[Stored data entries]
+-------+
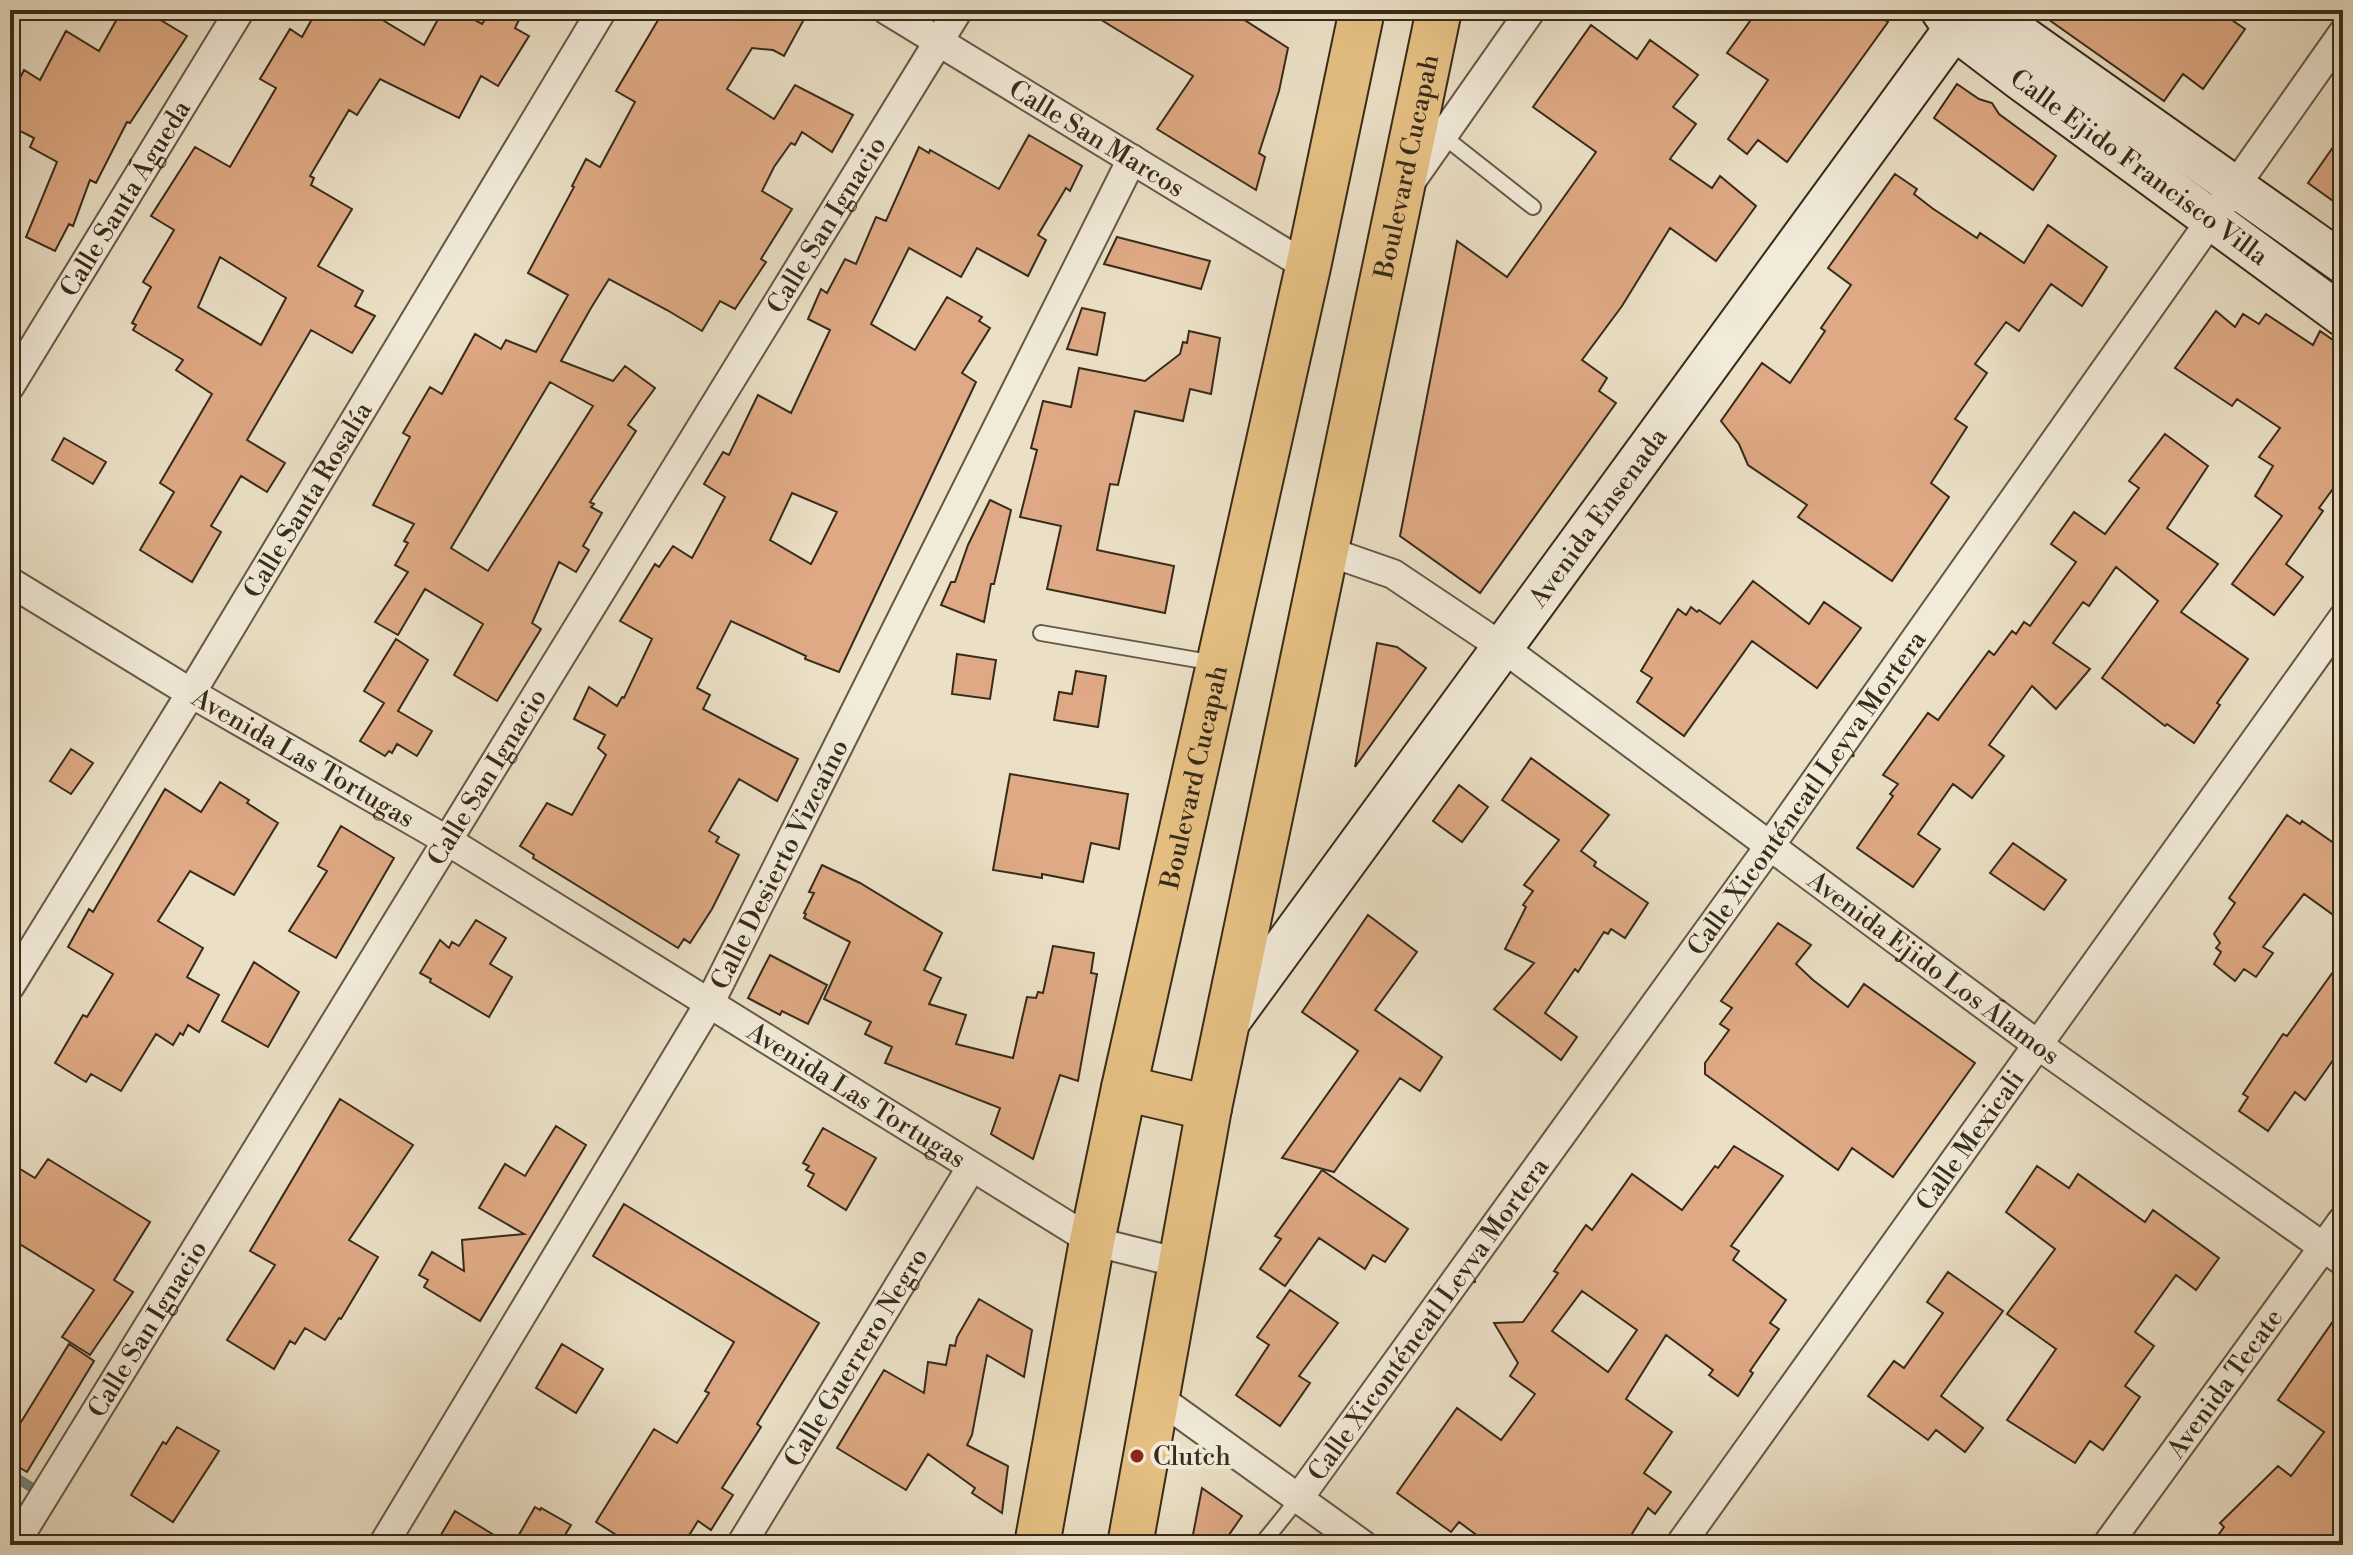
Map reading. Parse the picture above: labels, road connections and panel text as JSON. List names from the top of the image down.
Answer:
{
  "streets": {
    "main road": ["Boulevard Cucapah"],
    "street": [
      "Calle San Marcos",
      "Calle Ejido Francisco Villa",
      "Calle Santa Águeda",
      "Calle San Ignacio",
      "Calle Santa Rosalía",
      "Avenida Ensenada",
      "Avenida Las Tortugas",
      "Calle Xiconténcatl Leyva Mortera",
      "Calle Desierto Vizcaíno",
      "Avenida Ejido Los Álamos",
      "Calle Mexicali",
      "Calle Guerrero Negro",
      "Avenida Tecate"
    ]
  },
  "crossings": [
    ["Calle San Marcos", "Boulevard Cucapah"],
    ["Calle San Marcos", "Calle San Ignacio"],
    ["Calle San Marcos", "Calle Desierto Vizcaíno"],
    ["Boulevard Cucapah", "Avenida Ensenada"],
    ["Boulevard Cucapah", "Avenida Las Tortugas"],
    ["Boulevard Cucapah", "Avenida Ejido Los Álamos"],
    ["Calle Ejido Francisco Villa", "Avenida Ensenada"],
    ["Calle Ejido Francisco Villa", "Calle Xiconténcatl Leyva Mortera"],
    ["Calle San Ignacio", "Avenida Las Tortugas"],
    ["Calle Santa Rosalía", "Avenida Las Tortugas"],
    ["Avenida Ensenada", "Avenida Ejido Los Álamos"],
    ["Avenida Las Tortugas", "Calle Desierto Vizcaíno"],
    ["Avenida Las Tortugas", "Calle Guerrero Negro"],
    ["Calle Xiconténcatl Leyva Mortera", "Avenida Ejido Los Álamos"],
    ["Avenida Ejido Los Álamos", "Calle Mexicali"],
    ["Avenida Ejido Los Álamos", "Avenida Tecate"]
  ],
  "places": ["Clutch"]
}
+-------+
== Problem statement ==
All entries should be given again exactly, except that pictures are to be excluded.

== Output of the exercise ==
Map reading. Parse the picture above: labels, road connections and panel text as JSON. List names from the top of the image down.
Answer:
{
  "streets": {
    "main road": ["Boulevard Cucapah"],
    "street": [
      "Calle San Marcos",
      "Calle Ejido Francisco Villa",
      "Calle Santa Águeda",
      "Calle San Ignacio",
      "Calle Santa Rosalía",
      "Avenida Ensenada",
      "Avenida Las Tortugas",
      "Calle Xiconténcatl Leyva Mortera",
      "Calle Desierto Vizcaíno",
      "Avenida Ejido Los Álamos",
      "Calle Mexicali",
      "Calle Guerrero Negro",
      "Avenida Tecate"
    ]
  },
  "crossings": [
    ["Calle San Marcos", "Boulevard Cucapah"],
    ["Calle San Marcos", "Calle San Ignacio"],
    ["Calle San Marcos", "Calle Desierto Vizcaíno"],
    ["Boulevard Cucapah", "Avenida Ensenada"],
    ["Boulevard Cucapah", "Avenida Las Tortugas"],
    ["Boulevard Cucapah", "Avenida Ejido Los Álamos"],
    ["Calle Ejido Francisco Villa", "Avenida Ensenada"],
    ["Calle Ejido Francisco Villa", "Calle Xiconténcatl Leyva Mortera"],
    ["Calle San Ignacio", "Avenida Las Tortugas"],
    ["Calle Santa Rosalía", "Avenida Las Tortugas"],
    ["Avenida Ensenada", "Avenida Ejido Los Álamos"],
    ["Avenida Las Tortugas", "Calle Desierto Vizcaíno"],
    ["Avenida Las Tortugas", "Calle Guerrero Negro"],
    ["Calle Xiconténcatl Leyva Mortera", "Avenida Ejido Los Álamos"],
    ["Avenida Ejido Los Álamos", "Calle Mexicali"],
    ["Avenida Ejido Los Álamos", "Avenida Tecate"]
  ],
  "places": ["Clutch"]
}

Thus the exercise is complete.